* **About this exercise**
Needed from the data below: all lines that contain the word "stream".

* **Data provided**
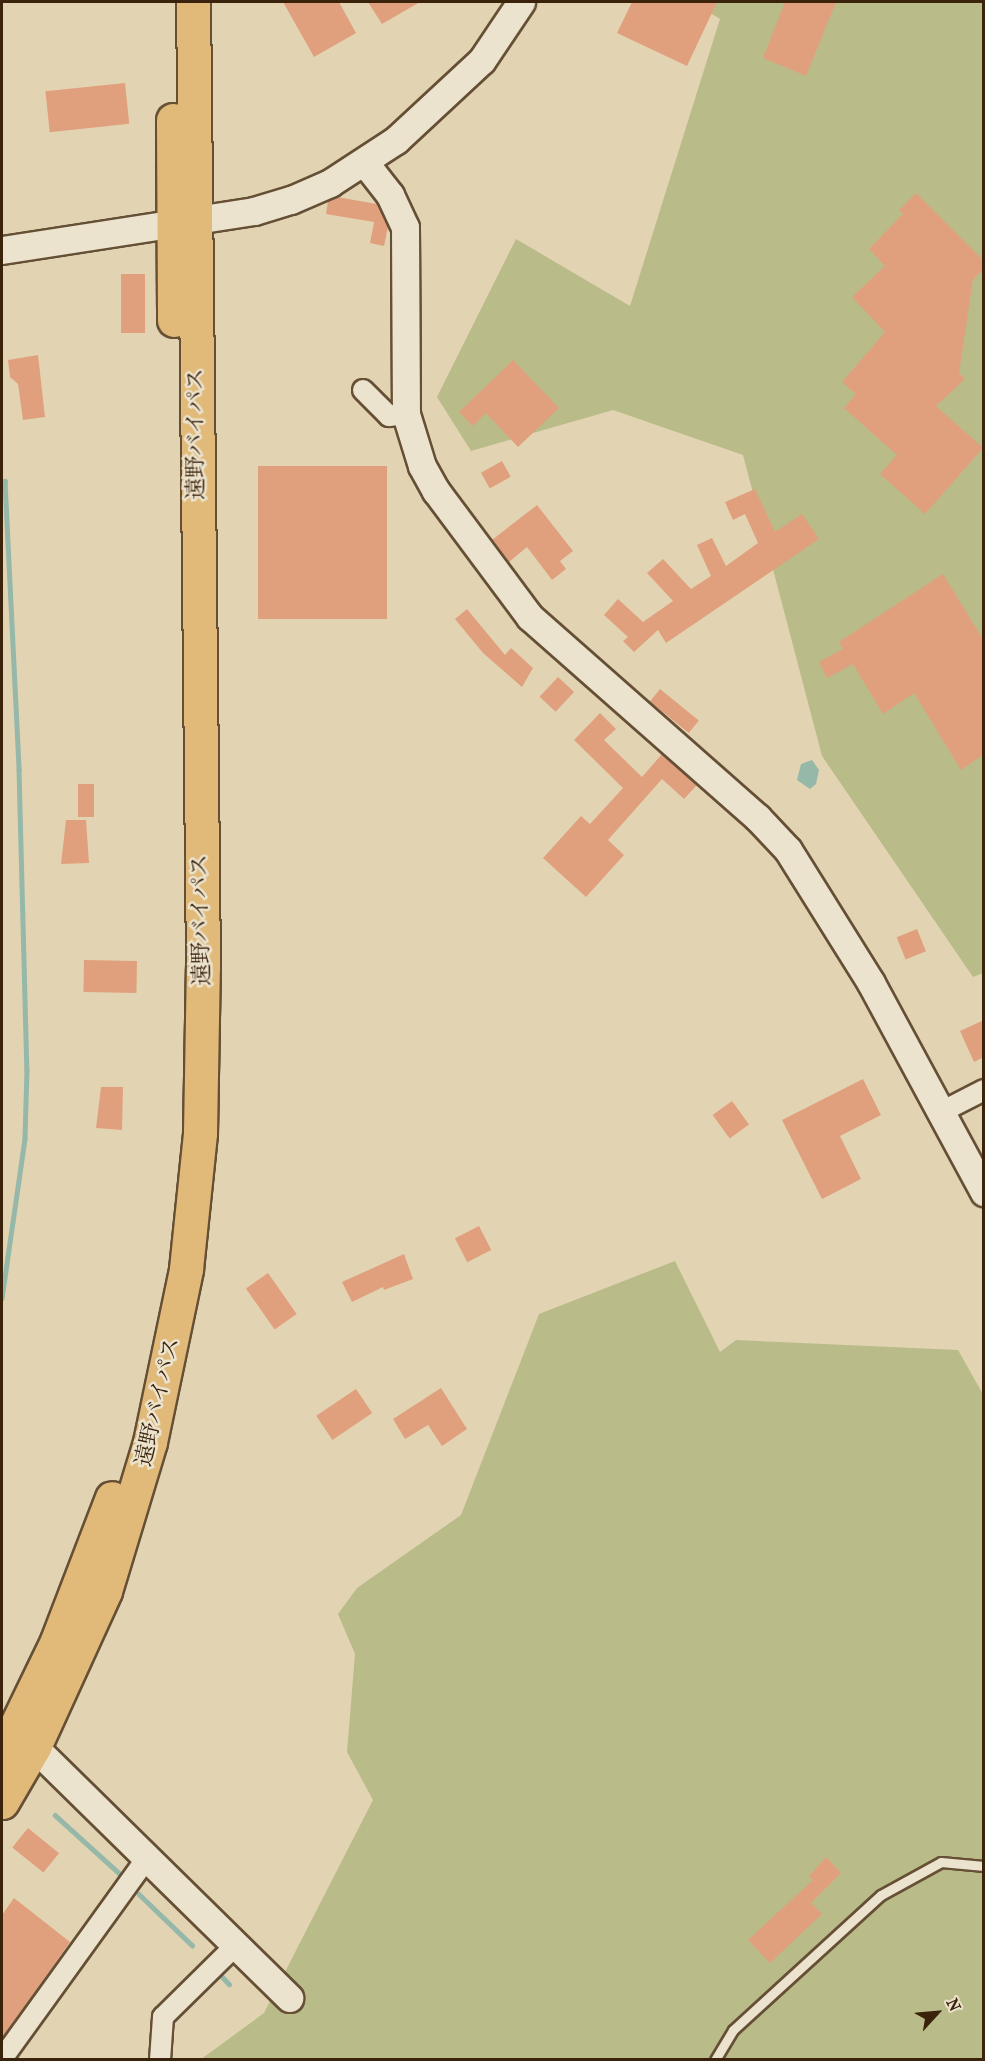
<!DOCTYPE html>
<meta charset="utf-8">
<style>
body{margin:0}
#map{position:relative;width:985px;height:2061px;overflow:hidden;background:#e2d4b3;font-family:"IM FELL French Canon","Noto Serif JP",serif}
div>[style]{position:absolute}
.green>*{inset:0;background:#b9bb88}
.water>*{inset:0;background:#95b8a9}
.stream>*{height:4.5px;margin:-2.25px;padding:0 2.25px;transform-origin:2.25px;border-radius:2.25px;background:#95b8a9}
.building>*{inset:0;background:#e1a07d;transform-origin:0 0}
.roads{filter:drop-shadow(2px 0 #654f35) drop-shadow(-2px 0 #654f35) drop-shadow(0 2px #654f35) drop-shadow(0 -2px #654f35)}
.lane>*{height:9px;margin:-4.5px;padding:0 4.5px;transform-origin:4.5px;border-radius:4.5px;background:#ece3ce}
.street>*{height:20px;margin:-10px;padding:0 10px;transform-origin:10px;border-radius:10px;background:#ece3ce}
.secondary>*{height:27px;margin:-13.5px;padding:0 13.5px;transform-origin:13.5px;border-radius:13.5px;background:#ece3ce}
.highway>*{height:33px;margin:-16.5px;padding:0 16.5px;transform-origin:16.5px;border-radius:16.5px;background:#e1ba7a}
span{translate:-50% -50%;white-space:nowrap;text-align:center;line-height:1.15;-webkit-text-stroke:5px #ece3ce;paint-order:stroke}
.street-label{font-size:22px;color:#3b230b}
.frame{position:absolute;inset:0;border:3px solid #3b230b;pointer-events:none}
.north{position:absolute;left:907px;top:1983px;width:60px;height:60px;-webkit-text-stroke:4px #ece3ce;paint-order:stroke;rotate:64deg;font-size:16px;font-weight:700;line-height:24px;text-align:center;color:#3b230b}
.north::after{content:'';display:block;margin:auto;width:21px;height:27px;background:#3b230b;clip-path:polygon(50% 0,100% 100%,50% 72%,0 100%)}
</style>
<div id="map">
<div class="green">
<div style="clip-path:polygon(693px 2px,983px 2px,983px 973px,973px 977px,822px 756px,743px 455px,613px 410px,471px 451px,437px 397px,516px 239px,630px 306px,720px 19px)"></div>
<div style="clip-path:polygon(675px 1261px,720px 1352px,736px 1340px,958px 1350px,984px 1396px,983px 2059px,200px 2060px,264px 2013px,373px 1800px,347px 1752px,355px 1654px,338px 1614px,357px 1588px,461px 1515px,539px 1314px)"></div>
</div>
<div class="water">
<div style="clip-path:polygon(812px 760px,819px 770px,816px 784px,810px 789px,797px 780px,801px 764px)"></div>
</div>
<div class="stream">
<div style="left:2px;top:482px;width:3px;rotate:-18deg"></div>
<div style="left:5px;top:481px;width:289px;rotate:87.2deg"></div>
<div style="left:19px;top:770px;width:300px;rotate:88.5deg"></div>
<div style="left:27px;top:1070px;width:69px;rotate:91.7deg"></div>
<div style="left:25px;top:1139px;width:161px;rotate:98.2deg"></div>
<div style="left:55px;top:1815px;width:88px;rotate:42.2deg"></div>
<div style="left:139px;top:1894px;width:74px;rotate:43.9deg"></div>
<div style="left:217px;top:1971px;width:18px;rotate:47deg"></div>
</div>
<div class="building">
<div style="clip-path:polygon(283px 2px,339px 2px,356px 33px,314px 57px)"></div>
<div style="clip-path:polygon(368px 2px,420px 2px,382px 24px)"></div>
<div style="clip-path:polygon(632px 2px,717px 2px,687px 66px,617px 33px)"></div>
<div style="clip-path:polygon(785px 2px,836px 2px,806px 76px,763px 58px)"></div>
<div style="left:125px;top:83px;width:41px;height:80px;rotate:84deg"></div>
<div style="clip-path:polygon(916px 193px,984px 261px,984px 269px,973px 279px,959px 373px,965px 379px,936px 406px,983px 448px,925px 514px,880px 474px,897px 455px,844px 408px,856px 394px,842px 382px,885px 332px,852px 297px,885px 266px,869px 249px,903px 214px,899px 210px)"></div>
<div style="clip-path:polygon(337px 197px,377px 204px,388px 227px,384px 246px,370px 243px,374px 222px,326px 214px,328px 201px)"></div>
<div style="left:121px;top:274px;width:24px;height:59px"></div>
<div style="clip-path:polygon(38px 355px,45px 417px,23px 420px,18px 384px,10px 377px,8px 360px)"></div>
<div style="clip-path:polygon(513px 360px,559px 408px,518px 447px,486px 413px,473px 426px,459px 412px)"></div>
<div style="left:502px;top:461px;width:18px;height:24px;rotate:61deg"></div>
<div style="left:387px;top:466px;width:153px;height:129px;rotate:90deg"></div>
<div style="clip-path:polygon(755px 489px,775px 532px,802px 514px,819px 539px,666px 643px,658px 630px,634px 652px,623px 641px,628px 637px,604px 615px,618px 599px,643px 622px,673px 601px,647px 573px,663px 559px,691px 589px,711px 576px,697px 545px,712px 538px,726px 566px,758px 543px,745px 514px,733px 520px,725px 502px)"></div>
<div style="clip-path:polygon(537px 505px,573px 551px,560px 561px,566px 569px,552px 580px,527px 547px,509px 562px,492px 540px)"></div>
<div style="clip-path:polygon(943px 574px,984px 641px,984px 754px,961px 770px,914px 693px,883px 714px,853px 664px,827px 678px,819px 662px,843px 649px,839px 642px)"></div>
<div style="clip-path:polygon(467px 609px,505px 655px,511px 648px,533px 668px,522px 687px,483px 653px,455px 619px)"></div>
<div style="left:558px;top:677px;width:22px;height:27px;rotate:43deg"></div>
<div style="left:660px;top:689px;width:50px;height:16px;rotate:39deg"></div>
<div style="clip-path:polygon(600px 713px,616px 729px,604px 740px,642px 777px,662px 754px,697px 785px,684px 799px,662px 779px,608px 840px,624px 855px,586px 897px,543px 858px,581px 816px,590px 824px,623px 788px,574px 740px)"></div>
<div style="left:78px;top:784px;width:16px;height:33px"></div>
<div style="clip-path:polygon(66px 820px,86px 820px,89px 863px,61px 864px)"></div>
<div style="left:917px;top:929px;width:24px;height:22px;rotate:68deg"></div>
<div style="left:84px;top:960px;width:53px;height:32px;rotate:1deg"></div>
<div style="clip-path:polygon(984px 1020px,984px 1057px,974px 1062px,960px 1031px)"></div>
<div style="clip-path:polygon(863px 1079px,881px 1115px,840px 1136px,861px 1179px,822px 1199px,782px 1120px)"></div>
<div style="clip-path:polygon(101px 1087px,123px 1087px,122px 1130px,96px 1128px)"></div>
<div style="left:732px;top:1101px;width:29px;height:24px;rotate:54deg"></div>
<div style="left:479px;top:1226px;width:27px;height:27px;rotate:63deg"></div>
<div style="clip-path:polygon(404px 1254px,413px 1279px,384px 1290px,383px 1287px,352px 1302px,342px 1282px)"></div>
<div style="left:268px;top:1273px;width:50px;height:27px;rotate:55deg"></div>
<div style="clip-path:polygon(441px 1388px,467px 1429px,442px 1446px,428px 1425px,405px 1439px,393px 1419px)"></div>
<div style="left:356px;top:1389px;width:29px;height:48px;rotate:56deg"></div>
<div style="left:28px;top:1828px;width:40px;height:25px;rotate:39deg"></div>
<div style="clip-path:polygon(826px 1857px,841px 1873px,811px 1903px,822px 1914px,770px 1963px,748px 1940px,813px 1880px,809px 1876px)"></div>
<div style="clip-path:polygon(14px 1898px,70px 1942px,2px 2039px,2px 1915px)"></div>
</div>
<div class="roads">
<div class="lane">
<div style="left:715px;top:2060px;width:35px;rotate:-59deg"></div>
<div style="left:733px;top:2030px;width:200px;rotate:-42.4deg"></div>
<div style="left:881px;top:1895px;width:68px;rotate:-28.8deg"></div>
<div style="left:941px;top:1862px;width:43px;rotate:5.3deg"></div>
</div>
<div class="street">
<div style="left:363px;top:390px;width:37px;rotate:45deg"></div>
<div style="left:389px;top:416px;width:17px;rotate:-7deg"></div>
<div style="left:943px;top:1111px;width:46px;rotate:-27.1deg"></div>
<div style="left:2px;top:2059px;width:248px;rotate:-54.2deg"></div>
<div style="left:160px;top:2060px;width:43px;rotate:-86deg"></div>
<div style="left:163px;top:2017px;width:100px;rotate:-44.6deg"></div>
</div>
<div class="secondary">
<div style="left:365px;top:163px;width:41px;rotate:52deg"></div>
<div style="left:390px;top:195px;width:35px;rotate:65deg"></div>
<div style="left:405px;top:227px;width:187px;rotate:89.7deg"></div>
<div style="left:406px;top:414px;width:54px;rotate:72.9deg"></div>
<div style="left:422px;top:466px;width:29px;rotate:61deg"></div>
<div style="left:436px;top:491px;width:157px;rotate:53.3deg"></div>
<div style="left:530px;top:617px;width:303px;rotate:41.4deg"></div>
<div style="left:757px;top:817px;width:45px;rotate:46.8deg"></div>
<div style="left:788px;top:850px;width:157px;rotate:58deg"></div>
<div style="left:871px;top:983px;width:238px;rotate:61.6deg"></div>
<div style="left:2px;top:250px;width:255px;rotate:-8.8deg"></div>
<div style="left:254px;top:211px;width:39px;rotate:-17deg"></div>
<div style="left:291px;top:200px;width:43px;rotate:-23.6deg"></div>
<div style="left:330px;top:183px;width:79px;rotate:-33.1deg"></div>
<div style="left:396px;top:140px;width:117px;rotate:-42.9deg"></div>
<div style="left:482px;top:60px;width:70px;rotate:-56.1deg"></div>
<div style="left:34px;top:1747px;width:358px;rotate:44.5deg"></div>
</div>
<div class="highway">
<div style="left:173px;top:120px;width:200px;rotate:89.7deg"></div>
<div style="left:2px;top:1755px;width:127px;rotate:-64.2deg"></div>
<div style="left:57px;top:1641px;width:153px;rotate:-69deg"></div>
<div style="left:2px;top:1802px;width:64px;rotate:-59.8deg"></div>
<div style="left:34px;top:1747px;width:171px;rotate:-65.5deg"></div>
<div style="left:105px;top:1591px;width:156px;rotate:-73.2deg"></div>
<div style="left:150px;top:1442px;width:177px;rotate:-78.2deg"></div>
<div style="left:186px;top:1269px;width:137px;rotate:-84.1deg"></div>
<div style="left:200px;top:1133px;width:166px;rotate:-89deg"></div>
<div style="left:203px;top:967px;width:965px;rotate:-90.59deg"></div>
</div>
</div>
<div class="street-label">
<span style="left:196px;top:434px;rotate:-90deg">遠野バイパス</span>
<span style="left:201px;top:920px;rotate:-91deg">遠野バイパス</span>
<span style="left:158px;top:1402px;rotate:-77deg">遠野バイパス</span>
</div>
<div class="frame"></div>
<div class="north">N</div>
</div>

* **Task solution**
.stream>*{height:4.5px;margin:-2.25px;padding:0 2.25px;transform-origin:2.25px;border-radius:2.25px;background:#95b8a9}
<div class="stream">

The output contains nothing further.